**DATA TO EXAMINE**.

● ● ● ● ● ● ●

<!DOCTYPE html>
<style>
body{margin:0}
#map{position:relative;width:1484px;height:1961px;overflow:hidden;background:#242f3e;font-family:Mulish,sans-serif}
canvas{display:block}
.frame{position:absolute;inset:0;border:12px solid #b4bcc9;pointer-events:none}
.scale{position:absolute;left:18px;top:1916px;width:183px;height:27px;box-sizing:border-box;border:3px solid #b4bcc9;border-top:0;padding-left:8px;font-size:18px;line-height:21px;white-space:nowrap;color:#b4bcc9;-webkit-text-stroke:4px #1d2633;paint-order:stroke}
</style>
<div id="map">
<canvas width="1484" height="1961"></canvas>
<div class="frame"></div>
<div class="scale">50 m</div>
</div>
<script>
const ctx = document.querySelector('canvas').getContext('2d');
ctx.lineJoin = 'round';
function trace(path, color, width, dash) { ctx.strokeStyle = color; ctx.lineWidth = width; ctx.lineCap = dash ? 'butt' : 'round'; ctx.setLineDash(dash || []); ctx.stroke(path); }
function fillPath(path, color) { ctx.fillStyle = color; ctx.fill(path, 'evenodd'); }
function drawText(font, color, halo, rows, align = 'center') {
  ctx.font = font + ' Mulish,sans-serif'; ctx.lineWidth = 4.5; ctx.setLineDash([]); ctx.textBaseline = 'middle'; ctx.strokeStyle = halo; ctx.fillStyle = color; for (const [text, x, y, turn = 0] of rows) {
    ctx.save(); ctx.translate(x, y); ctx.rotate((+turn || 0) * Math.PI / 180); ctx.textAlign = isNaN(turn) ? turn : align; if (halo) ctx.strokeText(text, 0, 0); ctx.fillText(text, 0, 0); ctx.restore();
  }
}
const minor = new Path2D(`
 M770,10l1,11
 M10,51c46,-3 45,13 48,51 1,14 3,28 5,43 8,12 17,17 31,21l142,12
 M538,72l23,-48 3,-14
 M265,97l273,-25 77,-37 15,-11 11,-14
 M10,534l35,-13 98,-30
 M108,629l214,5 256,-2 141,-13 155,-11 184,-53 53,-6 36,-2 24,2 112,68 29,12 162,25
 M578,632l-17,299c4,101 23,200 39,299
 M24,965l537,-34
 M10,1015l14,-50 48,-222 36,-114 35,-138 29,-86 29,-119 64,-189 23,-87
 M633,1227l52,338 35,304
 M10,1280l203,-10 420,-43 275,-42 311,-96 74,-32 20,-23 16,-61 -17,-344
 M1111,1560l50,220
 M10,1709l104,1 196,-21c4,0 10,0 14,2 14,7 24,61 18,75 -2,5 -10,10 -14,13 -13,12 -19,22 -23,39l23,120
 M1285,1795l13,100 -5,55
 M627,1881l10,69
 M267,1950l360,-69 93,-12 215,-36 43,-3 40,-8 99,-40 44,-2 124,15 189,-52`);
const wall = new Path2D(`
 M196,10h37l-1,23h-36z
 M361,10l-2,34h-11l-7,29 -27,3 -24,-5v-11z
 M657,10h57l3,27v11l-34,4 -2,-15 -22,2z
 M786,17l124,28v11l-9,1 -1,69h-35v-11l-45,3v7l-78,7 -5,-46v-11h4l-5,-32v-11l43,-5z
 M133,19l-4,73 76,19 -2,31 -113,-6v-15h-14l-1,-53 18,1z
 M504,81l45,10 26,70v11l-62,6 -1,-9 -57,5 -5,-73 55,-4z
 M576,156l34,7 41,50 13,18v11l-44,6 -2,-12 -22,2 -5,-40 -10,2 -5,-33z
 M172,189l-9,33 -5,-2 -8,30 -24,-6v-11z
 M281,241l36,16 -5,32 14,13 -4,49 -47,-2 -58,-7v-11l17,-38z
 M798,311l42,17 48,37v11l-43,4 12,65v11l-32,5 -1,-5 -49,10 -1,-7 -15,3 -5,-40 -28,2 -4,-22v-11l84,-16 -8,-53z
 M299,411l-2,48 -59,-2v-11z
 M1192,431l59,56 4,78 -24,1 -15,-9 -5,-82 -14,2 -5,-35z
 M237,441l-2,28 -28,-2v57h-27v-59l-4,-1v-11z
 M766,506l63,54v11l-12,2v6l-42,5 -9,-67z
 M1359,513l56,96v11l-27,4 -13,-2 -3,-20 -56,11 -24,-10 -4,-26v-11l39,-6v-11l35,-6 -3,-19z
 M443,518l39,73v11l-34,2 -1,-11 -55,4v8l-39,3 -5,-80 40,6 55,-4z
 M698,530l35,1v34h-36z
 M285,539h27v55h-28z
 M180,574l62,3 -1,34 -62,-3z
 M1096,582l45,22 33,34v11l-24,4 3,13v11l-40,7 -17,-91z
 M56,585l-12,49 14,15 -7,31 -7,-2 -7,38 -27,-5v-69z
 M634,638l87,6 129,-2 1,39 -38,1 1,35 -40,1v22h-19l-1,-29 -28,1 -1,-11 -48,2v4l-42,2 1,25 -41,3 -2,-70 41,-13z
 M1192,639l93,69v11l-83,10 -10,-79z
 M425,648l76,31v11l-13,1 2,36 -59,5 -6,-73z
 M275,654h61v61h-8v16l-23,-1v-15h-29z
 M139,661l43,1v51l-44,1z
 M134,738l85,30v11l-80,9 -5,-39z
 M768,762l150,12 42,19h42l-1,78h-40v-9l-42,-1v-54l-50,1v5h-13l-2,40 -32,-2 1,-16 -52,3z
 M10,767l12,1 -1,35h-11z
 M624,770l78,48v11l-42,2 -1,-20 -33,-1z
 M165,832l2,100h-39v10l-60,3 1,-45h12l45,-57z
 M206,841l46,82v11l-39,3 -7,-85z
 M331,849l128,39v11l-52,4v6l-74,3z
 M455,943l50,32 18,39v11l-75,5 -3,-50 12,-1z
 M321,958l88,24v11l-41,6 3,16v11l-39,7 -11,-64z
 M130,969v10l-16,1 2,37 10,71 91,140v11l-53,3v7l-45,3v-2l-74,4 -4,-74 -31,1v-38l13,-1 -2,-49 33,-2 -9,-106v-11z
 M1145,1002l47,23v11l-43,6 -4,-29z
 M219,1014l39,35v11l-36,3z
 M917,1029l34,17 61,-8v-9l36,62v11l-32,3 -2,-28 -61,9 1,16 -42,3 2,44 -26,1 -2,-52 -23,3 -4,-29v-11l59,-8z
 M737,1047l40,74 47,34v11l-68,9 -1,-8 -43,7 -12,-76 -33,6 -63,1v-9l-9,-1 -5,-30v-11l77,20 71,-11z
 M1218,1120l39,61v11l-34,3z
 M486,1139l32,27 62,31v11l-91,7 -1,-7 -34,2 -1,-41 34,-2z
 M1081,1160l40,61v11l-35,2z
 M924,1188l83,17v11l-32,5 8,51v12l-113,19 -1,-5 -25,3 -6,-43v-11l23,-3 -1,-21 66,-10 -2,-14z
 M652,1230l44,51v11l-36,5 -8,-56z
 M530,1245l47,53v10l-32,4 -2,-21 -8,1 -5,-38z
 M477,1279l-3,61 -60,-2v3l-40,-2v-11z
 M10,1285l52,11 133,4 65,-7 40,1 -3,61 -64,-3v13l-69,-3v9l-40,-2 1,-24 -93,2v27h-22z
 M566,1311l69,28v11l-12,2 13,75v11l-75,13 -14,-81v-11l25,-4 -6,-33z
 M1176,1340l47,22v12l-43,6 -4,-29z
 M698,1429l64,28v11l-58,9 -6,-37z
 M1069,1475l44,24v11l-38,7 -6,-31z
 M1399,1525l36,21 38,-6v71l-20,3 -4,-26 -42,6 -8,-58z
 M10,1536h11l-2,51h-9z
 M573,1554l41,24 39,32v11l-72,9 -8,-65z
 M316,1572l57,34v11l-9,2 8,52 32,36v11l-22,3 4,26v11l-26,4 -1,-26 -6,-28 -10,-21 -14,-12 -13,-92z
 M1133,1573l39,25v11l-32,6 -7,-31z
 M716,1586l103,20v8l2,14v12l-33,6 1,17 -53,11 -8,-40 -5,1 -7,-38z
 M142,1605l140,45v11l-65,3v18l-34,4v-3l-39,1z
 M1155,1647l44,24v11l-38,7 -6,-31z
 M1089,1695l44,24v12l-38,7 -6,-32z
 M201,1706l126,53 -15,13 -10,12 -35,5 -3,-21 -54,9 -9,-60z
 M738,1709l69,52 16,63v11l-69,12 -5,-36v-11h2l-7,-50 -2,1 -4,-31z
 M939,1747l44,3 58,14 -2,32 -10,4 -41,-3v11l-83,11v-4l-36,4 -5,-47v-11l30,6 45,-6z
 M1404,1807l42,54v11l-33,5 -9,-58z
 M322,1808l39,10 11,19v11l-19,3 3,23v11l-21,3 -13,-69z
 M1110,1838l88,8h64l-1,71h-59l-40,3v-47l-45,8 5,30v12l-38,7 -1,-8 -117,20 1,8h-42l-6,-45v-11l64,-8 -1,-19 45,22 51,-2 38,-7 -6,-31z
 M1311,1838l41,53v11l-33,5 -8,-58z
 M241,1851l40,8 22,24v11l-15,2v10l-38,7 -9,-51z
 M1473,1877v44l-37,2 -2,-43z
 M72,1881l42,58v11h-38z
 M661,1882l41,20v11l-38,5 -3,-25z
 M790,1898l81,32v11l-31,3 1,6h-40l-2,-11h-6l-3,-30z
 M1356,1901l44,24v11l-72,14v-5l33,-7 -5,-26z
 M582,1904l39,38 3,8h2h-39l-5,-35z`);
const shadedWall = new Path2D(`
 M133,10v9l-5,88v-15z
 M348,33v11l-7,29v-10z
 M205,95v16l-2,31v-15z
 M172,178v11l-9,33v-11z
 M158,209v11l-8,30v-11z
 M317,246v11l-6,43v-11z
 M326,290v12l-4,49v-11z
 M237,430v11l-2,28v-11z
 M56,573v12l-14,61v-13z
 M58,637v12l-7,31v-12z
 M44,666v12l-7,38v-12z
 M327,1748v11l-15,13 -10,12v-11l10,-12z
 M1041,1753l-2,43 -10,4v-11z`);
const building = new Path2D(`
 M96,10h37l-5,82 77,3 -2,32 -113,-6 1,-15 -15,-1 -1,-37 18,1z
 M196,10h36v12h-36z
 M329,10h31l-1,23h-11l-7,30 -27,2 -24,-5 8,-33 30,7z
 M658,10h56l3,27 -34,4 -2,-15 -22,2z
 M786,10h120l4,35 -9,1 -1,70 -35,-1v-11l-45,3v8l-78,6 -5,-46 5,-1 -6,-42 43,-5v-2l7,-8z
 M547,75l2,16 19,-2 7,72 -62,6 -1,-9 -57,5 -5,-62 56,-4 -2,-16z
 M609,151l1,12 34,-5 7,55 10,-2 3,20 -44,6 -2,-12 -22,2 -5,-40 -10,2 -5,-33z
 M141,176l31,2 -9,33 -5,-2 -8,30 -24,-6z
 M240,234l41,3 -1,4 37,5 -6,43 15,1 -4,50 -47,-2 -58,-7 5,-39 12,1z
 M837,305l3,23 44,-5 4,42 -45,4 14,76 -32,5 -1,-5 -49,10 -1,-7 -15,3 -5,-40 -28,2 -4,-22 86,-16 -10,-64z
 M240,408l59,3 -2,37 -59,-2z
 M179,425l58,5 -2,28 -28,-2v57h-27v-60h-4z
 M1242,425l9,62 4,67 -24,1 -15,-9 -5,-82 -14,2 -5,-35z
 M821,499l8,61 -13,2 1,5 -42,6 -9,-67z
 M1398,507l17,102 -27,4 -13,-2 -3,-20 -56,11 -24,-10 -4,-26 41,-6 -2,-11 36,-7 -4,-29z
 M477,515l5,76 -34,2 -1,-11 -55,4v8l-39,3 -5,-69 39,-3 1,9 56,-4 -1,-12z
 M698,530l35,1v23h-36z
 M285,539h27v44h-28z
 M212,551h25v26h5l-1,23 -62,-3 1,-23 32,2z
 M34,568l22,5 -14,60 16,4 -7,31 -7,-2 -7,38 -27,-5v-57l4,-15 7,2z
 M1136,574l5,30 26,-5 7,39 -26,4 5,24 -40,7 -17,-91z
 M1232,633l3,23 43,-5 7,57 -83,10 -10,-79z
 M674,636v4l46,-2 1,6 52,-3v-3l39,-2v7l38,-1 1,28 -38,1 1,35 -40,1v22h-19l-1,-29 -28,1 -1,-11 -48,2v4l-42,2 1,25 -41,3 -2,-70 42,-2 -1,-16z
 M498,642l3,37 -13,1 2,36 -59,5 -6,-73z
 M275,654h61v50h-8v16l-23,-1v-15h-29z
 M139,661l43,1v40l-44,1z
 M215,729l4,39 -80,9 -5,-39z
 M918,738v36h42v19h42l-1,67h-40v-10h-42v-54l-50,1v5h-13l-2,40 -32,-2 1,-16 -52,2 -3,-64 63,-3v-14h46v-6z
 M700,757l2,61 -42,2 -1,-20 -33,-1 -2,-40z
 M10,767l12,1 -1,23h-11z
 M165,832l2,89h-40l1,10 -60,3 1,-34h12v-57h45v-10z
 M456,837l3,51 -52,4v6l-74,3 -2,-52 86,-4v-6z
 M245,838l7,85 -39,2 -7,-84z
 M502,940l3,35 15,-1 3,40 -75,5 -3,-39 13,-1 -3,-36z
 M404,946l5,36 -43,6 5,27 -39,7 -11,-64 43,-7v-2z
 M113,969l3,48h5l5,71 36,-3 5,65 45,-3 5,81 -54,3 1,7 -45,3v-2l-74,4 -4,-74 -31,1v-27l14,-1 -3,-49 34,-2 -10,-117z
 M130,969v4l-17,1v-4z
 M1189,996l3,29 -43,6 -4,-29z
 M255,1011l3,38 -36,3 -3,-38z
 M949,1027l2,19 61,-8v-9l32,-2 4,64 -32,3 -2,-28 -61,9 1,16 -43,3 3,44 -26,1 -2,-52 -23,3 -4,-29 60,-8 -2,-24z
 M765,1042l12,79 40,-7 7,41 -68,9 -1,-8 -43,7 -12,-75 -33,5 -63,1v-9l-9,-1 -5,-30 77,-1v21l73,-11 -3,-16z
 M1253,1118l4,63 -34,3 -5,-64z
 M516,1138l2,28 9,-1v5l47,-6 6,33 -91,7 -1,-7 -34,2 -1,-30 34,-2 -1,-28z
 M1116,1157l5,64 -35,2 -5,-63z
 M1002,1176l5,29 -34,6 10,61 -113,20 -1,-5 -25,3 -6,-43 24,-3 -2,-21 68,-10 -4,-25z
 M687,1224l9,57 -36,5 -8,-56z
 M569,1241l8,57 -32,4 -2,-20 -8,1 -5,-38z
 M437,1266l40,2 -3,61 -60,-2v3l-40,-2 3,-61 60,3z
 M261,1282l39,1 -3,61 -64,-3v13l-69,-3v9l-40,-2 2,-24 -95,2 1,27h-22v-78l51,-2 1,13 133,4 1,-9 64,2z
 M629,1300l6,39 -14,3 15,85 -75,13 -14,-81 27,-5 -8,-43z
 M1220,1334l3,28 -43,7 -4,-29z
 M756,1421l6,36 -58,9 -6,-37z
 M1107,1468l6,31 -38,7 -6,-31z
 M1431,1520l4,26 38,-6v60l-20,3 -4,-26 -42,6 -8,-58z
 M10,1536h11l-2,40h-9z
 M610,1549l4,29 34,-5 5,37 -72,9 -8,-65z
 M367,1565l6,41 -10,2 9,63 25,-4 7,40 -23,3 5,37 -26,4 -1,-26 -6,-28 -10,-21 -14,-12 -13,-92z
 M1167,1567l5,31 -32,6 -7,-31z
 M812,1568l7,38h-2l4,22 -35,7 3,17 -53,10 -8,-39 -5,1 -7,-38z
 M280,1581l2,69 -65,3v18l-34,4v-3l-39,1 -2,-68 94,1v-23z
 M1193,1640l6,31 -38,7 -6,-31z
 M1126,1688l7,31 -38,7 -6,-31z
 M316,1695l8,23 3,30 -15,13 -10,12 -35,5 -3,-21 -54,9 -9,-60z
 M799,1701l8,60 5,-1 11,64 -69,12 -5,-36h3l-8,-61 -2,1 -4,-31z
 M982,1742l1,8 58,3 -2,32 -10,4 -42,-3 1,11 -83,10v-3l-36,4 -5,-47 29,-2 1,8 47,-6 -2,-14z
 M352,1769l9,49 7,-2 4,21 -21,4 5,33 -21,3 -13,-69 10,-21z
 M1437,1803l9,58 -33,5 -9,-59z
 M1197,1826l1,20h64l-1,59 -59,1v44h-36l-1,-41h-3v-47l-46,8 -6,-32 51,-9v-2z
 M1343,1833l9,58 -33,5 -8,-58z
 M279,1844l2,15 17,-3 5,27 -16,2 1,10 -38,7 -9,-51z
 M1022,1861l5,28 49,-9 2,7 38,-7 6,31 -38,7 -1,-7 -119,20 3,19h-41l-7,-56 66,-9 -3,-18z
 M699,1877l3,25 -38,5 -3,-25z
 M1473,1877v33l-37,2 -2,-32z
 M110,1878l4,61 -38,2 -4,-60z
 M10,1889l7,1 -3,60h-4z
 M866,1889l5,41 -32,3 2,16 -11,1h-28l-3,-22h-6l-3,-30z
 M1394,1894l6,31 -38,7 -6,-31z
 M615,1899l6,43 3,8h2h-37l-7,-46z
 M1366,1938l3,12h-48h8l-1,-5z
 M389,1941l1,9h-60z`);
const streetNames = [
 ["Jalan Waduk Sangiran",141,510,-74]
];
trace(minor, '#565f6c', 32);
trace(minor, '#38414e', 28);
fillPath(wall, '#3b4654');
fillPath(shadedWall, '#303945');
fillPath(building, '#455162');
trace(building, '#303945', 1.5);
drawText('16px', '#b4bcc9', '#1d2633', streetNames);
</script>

● ● ● ● ● ● ●

**WHAT THE EXERCISE ASKS**. Among the entries above, locate the lines containing "function drawText(font, color, halo, rows, align" and "M1111,1560l50,220", and transcribe exactly those two lines and all lines between.

**TASK RESPONSE**.
function drawText(font, color, halo, rows, align = 'center') {
  ctx.font = font + ' Mulish,sans-serif'; ctx.lineWidth = 4.5; ctx.setLineDash([]); ctx.textBaseline = 'middle'; ctx.strokeStyle = halo; ctx.fillStyle = color; for (const [text, x, y, turn = 0] of rows) {
    ctx.save(); ctx.translate(x, y); ctx.rotate((+turn || 0) * Math.PI / 180); ctx.textAlign = isNaN(turn) ? turn : align; if (halo) ctx.strokeText(text, 0, 0); ctx.fillText(text, 0, 0); ctx.restore();
  }
}
const minor = new Path2D(`
 M770,10l1,11
 M10,51c46,-3 45,13 48,51 1,14 3,28 5,43 8,12 17,17 31,21l142,12
 M538,72l23,-48 3,-14
 M265,97l273,-25 77,-37 15,-11 11,-14
 M10,534l35,-13 98,-30
 M108,629l214,5 256,-2 141,-13 155,-11 184,-53 53,-6 36,-2 24,2 112,68 29,12 162,25
 M578,632l-17,299c4,101 23,200 39,299
 M24,965l537,-34
 M10,1015l14,-50 48,-222 36,-114 35,-138 29,-86 29,-119 64,-189 23,-87
 M633,1227l52,338 35,304
 M10,1280l203,-10 420,-43 275,-42 311,-96 74,-32 20,-23 16,-61 -17,-344
 M1111,1560l50,220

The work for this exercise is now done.